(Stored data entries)

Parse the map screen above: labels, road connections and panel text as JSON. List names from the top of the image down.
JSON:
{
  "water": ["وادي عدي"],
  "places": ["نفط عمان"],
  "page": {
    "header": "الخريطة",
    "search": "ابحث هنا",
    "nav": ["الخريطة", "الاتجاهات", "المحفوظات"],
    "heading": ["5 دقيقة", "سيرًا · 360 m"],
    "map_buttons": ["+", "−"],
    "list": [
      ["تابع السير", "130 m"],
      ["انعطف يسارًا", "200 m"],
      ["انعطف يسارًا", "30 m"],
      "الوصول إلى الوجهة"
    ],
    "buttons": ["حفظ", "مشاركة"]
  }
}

[WHAT YOU HAVE TO DO]:
Output the complete data verbatim.

[TASK RESULT]:
Parse the map screen above: labels, road connections and panel text as JSON. List names from the top of the image down.
JSON:
{
  "water": ["وادي عدي"],
  "places": ["نفط عمان"],
  "page": {
    "header": "الخريطة",
    "search": "ابحث هنا",
    "nav": ["الخريطة", "الاتجاهات", "المحفوظات"],
    "heading": ["5 دقيقة", "سيرًا · 360 m"],
    "map_buttons": ["+", "−"],
    "list": [
      ["تابع السير", "130 m"],
      ["انعطف يسارًا", "200 m"],
      ["انعطف يسارًا", "30 m"],
      "الوصول إلى الوجهة"
    ],
    "buttons": ["حفظ", "مشاركة"]
  }
}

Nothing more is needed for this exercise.